# How to complete this task:
Examine each line of the listing below. Copy those in which the string "halo" appears.

# Source information:
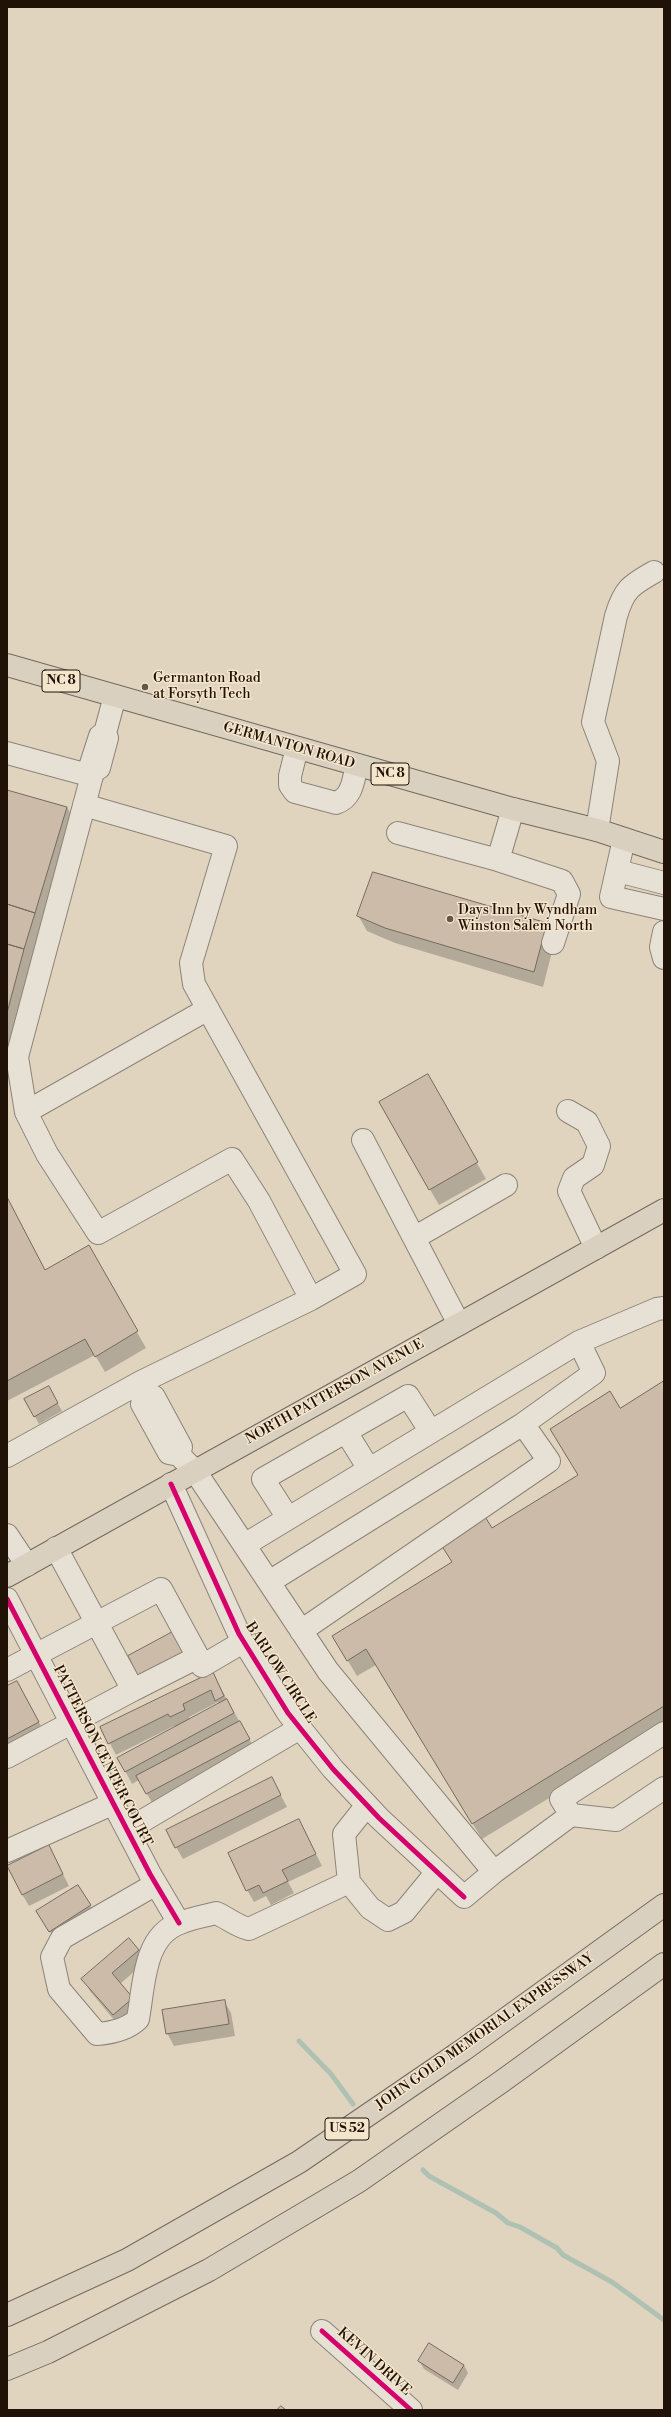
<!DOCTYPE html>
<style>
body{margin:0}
#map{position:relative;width:671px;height:2417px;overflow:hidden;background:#e0d4bf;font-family:"Libre Bodoni",serif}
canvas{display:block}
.frame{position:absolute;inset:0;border:8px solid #211208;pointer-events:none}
</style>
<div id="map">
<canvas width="671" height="2417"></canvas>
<div class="frame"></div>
</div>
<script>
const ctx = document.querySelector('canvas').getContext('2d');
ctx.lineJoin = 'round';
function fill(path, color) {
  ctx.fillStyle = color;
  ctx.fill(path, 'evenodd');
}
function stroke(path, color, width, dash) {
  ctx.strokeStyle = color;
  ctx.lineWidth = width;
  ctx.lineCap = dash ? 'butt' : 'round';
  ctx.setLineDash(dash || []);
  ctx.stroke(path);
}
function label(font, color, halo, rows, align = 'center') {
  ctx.font = font + ' "Libre Bodoni",serif';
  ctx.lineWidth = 3;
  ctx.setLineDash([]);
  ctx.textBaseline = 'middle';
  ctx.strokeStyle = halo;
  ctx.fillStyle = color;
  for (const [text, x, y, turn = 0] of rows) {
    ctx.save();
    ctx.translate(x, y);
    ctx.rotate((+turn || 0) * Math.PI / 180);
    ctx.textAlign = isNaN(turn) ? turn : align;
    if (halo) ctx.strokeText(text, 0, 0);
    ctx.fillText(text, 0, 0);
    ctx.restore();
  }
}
fill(new Path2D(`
 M7,791l60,16 9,16 -69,234z
 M358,915l188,9 9,16 -12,47 -148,-44 -28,-12z
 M427,1076l59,103 -47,26 -59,-102z
 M7,1197l38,74 43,-24 58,101 -41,24 -10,-17 -88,46z
 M664,1382v346l-182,111 -106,-174 -19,11 -24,-40 120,-73 39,-33 87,-54 41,-66z
 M49,1387l13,24 -23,13 -13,-24z
 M219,1685l37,66 -102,55 -15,-26 -7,4 -13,-25 56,-31 -1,-2 -58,29 -14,-27zM218,1702l1,2 -29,16 -1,-3z
 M7,1688l17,6 21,40 -38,20z
 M278,1790l9,17 -104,52 -7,-12z
 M299,1820l23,46 -34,16 6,11 -23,12 -5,-9 -12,6 -7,-12z
 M55,1858l14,28 -40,20 -7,-12z
 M78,1886l17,28 -40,25 -13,-19z
 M138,1950l7,12 -25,22 19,27 -19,16 -30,-36 -7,-12z
 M224,2001l7,12 4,23 -61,10 -7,-13z
 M419,2361l45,4 4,8 -10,17 -34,-21z`), '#0003');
stroke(new Path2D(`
 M299,2041l32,33 22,30
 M423,2170l6,6 67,37 12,10 12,4 37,21 6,7 49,27 52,38`), '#aec1b3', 5);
const building = new Path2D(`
 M7,790l60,17 -32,106 -28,-9z
 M373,872l174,51 -13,49 -149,-44 -28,-12z
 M7,904l28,9 -11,36 -17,-5z
 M7,944l17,5 -17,64z
 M428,1074l50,88 -49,28 -50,-88z
 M7,1197l38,73 44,-25 49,86 -43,26 -10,-18 -78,42z
 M664,1381v325l-192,118 -106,-175 -19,12 -15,-25 120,-74 -12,-19 44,-28 8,13 86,-53 -28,-46 60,-38 10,17z
 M49,1386l9,17 -24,14 -10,-18z
 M180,1628l11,22 -52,28 -11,-22z
 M213,1672l11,24 -9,5 -4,-11 -28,14 2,6 -15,7 -2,-3 -60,30 -8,-17z
 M17,1681l22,41 -32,17v-53z
 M227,1699l7,14 -109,59 -8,-14z
 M240,1721l10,18 -104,55 -10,-18z
 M272,1777l9,18 -106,53 -9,-18z
 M299,1819l17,35 -34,16 6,11 -25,12 -4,-8 -13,6 -18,-38z
 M49,1845l14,29 -41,21 -15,-29z
 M78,1885l13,20 -42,27 -13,-21z
 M129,1938l10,12 -27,23 21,25 -20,17 -32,-36z
 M225,2000l4,24 -63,10 -4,-24z
 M429,2343l35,22 -11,18 -35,-22z
 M281,2406l5,4h-9z`);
fill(building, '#cdbbaa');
stroke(building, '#736a5f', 1);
const minor = new Path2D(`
 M105,733l-5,3 -9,28 3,4h5l8,-30 -2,-5 10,-37
 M297,748l-7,28v9l5,7 41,11c17,-6 17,-23 21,-38
 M7,753l85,23
 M94,768l-77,289 9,55 21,42 51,79 134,-74 27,42 52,98
 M84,805l142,41 -35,117 3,21 161,290 -44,25 -170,83 5,14
 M597,830l11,-69 -15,-39 23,-106c8,-27 15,-31 38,-44
 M398,833l100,27 15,-51
 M624,839l-13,58 53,12
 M498,860l64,21 7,13 -16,49
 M618,871l46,12
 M664,932l-3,15 3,11
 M568,1111l19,11 12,24 -6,19 -19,13 -5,13 27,57
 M26,1112l182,-103
 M363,1140l51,98
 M459,1324l-45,-86 92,-53
 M523,1424l71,-51 -15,-31
 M346,1432l23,37
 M7,1456l134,-74
 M171,1484l68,150 49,79 45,56 46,49 85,79 30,-25 -166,-201 -133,-200 -16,-16 -10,-2 -27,-49 4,-8 8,1 27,50 -2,8
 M288,1518l-25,-39 145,-83 23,36
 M7,1535l20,30
 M246,1544l333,-202 78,-33 7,-1
 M269,1582l254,-158 26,37 -248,170
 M7,1599l143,275 29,49
 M198,1657l4,9 41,-24
 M7,1670l154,-81 37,68 -65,33
 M7,1757l126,-67 -77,-142
 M571,1815l-10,-16 103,-66
 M127,1830l173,-102
 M7,1851l107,-48
 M494,1872l77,-57 45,5 48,-32
 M349,1882l21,26 18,12 16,-8 33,-40
 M156,1884l-94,54 -10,19 7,32 38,45c13,-1 31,-5 41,-15 6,-32 5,-83 42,-96 12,-5 25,-7 36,-10 12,5 20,13 33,16l100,-47 -5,-48 23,-29
 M322,2331l89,79`);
const major = new Path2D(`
 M7,665l506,144 84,21 67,22
 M7,1576l657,-366`);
const highway = new Path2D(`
 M7,2315l120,-55 172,-98 164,-112 201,-145
 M7,2369l41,-17 161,-82 150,-89 142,-99 163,-118`);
stroke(minor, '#8d8478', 24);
stroke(major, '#736a5f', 24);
stroke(highway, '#736a5f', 24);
stroke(minor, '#e6e0d5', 22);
stroke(major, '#dad0c0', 22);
stroke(highway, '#dad0c0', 22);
stroke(new Path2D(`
 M171,1484l68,150 49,79 45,56 46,49 85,79
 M7,1599l143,275 29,49
 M322,2331l89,79`), '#d6006c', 5);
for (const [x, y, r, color] of [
 [145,687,4,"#645648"],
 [450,919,4,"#645648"]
]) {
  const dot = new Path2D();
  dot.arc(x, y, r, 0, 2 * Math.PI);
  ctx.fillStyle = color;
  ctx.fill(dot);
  stroke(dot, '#f4e6cc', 1.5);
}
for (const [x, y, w] of [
 [61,681,38],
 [390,774,38],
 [347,2129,44]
]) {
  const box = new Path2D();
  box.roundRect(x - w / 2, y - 11, w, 22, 3);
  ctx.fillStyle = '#f4e6cc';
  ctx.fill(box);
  stroke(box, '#211208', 1);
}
label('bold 13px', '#211208', null, [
 ["NC 8",61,681],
 ["NC 8",390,774],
 ["US 52",347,2129]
]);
label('14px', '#211208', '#f4e6cc', [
 ["Germanton Road",153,679],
 ["at Forsyth Tech",153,695],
 ["Days Inn by Wyndham",458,911],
 ["Winston Salem North",458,927]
], 'left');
label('14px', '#211208', '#f4e6cc', [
 ["GERMANTON ROAD",289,746,16],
 ["NORTH PATTERSON AVENUE",335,1392,-29],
 ["BARLOW CIRCLE",280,1673,57],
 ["PATTERSON CENTER COURT",102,1756,63],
 ["JOHN GOLD MEMORIAL EXPRESSWAY",485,2032,-35],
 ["KEVIN DRIVE",374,2362,42]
]);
</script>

# Response:
function label(font, color, halo, rows, align = 'center') {
  ctx.strokeStyle = halo;
    if (halo) ctx.strokeText(text, 0, 0);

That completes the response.